Commentary on business, leadership and management topics and best practices.
Monday, December 9, 2013
Originally Posted on
I read a Capgemini whitepaper a while back which declared that in property casualty insurance, the claims experience is often the “defining moment” in a customer relationship. Although that sounded a bit dramatic to me, I found a couple of reinforcing definitions in the dictionary:
1) the point at which the essential nature or character of a person, group, etc., is revealed or identified
2) an occurrence that typifies or determines all related events that follow
Considering these definitions in the insurance context, it seems reasonable to argue that a customer learns about the nature and character of their insurance company when they file a claim, and that their claim experience influences all related events that follow, including customer satisfaction and retention. Of course many customers never file a claim, so their defining moment comes second-hand, when they listen to a family member or friend or even their agent or broker describe a claim experience. The problem with that, of course, is that people are twice as likely to share negative (versus positive) customer experiences with others, and resources such as Facebook, Twitter and company or industry-specific on-line discussion boards have made it easier to share those comments with a much larger audience.

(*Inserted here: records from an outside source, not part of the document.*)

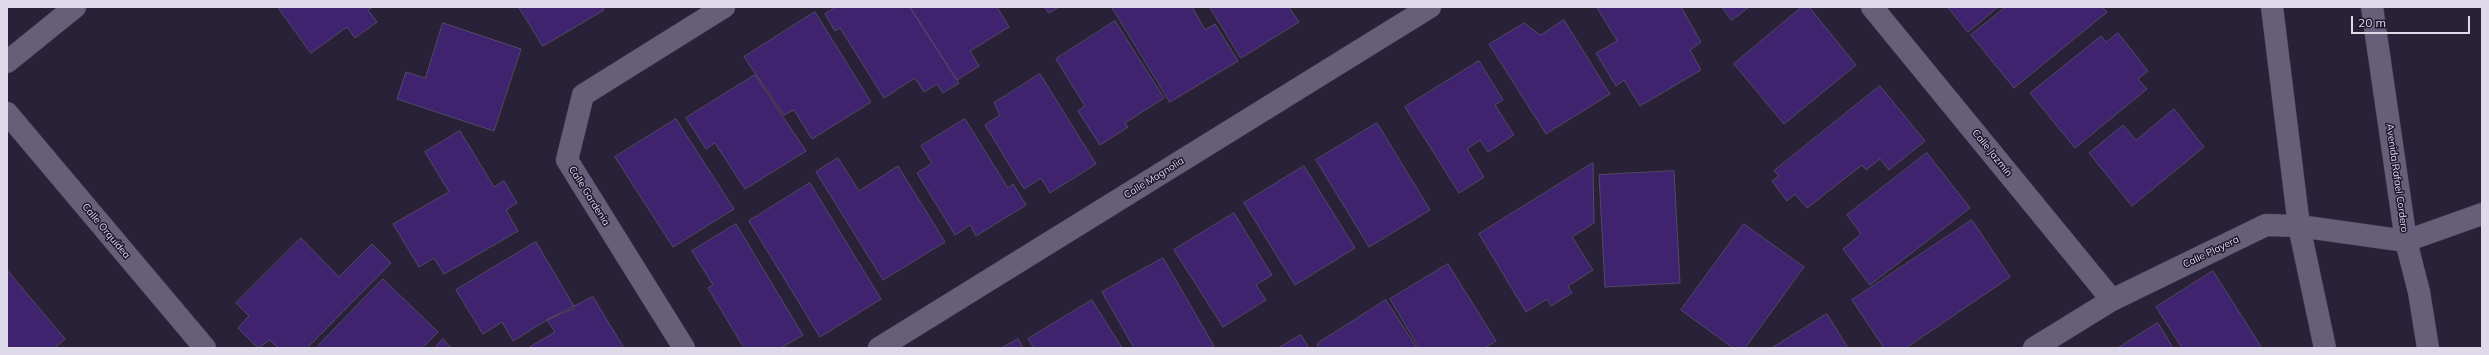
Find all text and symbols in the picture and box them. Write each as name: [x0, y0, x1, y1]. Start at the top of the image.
scale bar: [2353, 8, 2472, 34]
text: 20 m: [2358, 15, 2386, 30]
street label: Avenida Rafael Cordero: [2383, 123, 2411, 233]
street label: Calle Jazmín: [1969, 127, 2015, 179]
street label: Calle Magnolia: [1122, 155, 1186, 201]
street label: Calle Gardenia: [566, 164, 612, 228]
street label: Calle Orquídea: [79, 201, 133, 261]
street label: Calle Playera: [2181, 233, 2241, 271]

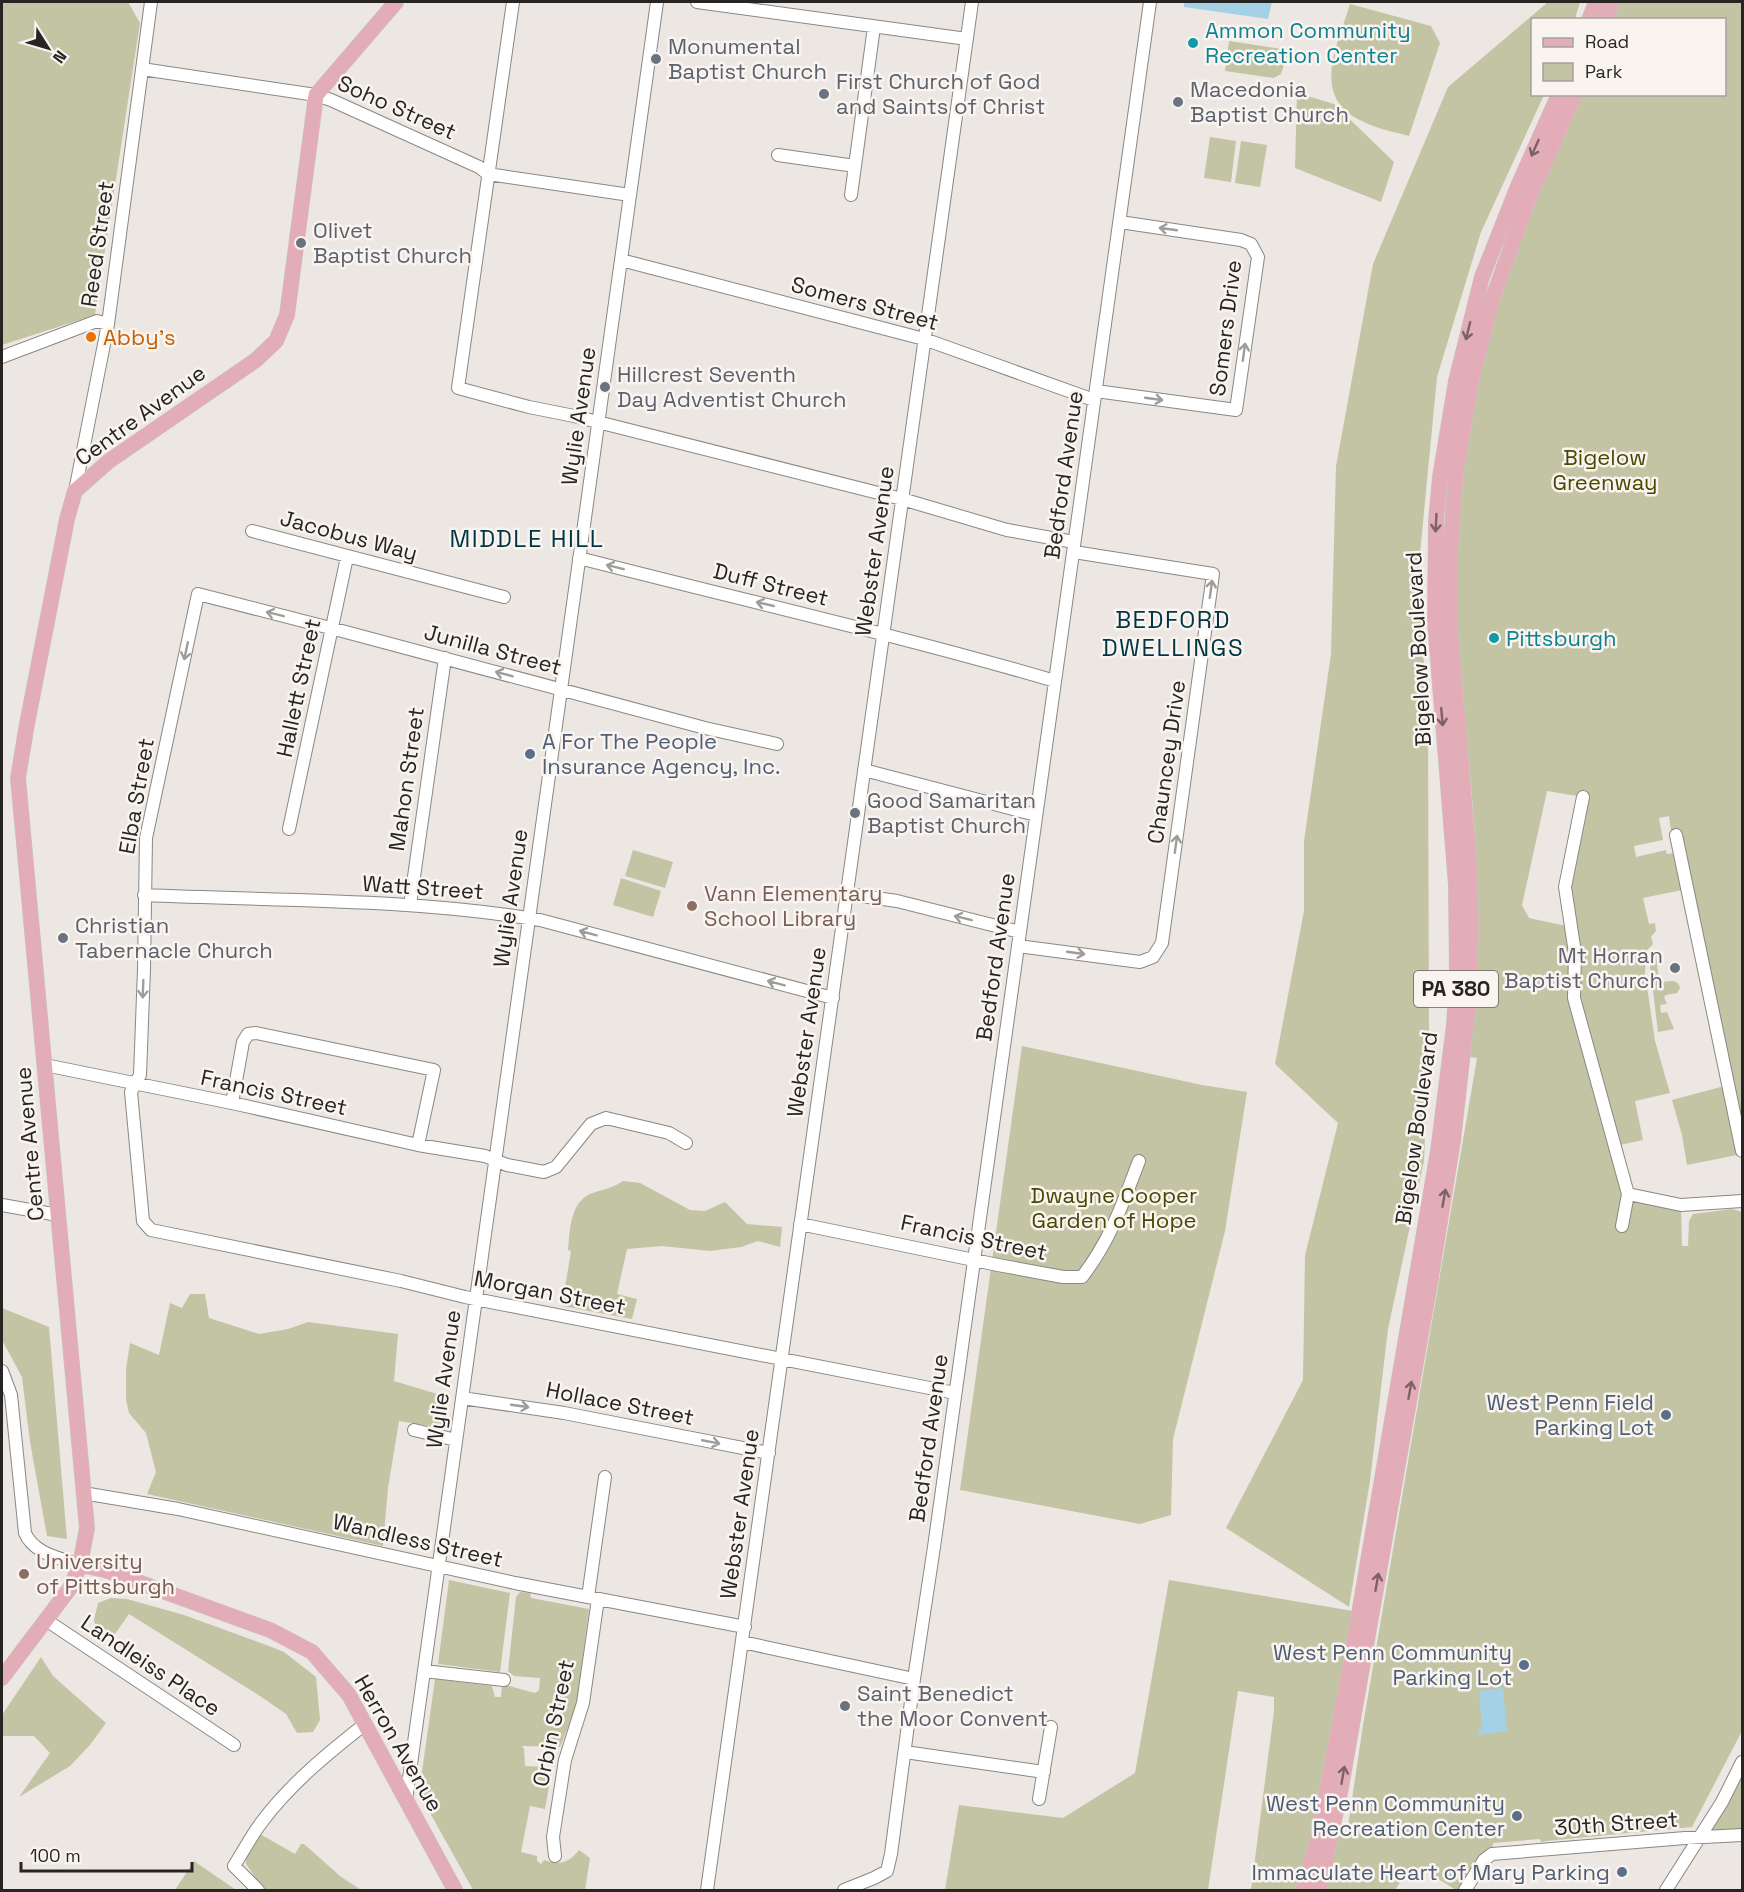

But even if insurance companies do have customer relationship “reputations” that are largely driven by customer claims experiences, what’s the impact? According to that Capgemini paper, reputation matters: one out of five customers switches insurers after a negative claim experience, and it costs an insurer five to seven times more to attract new customers than it does to keep existing customers.
I recently reviewed a 2012 Global Insurance Survey report from Ernst and Young (Voice of the Customer: Time for Insurers to Rethink Their Relationships–accessible here) and I started thinking about that old story about Henry Ford, founder of Ford Motor Company. As the story goes, when Ford was asked about the customer research he had done before he began production of the Model T automobile, he allegedly harrumphed: ”If I had asked people what they wanted, they would have said faster horses.” While it’s unclear whether Ford actually said those words, that quote is often used to support the argument that customers really don’t know what they want.
The message about customers in the Ernst and Young paper, however, was quite the contrary. According to their research, property casualty insurance consumers in 2012 reported very definite expectations about price, product, brand, communication preferences, ease of doing business, accessibility and personal contact. While price was still cited as the primary determining factor when buying an insurance policy, brand and customer service were right up there with price.
Historically, customers who filed claims (including me, and perhaps you…) tended to approach the claims process with low expectations, bracing themselves for a claim “defining moment” experience that would likely involve trepidation, conflict and disappointment. They didn’t expect or demand an excellent claims experience, and they were so forgiving: if the experience didn’t turn out to be as bad as they thought it might be, they reported they were satisfied. In other words, low expectations, exceeded, resulted in satisfied customers! Not exactly a situation that cried out for transformational change.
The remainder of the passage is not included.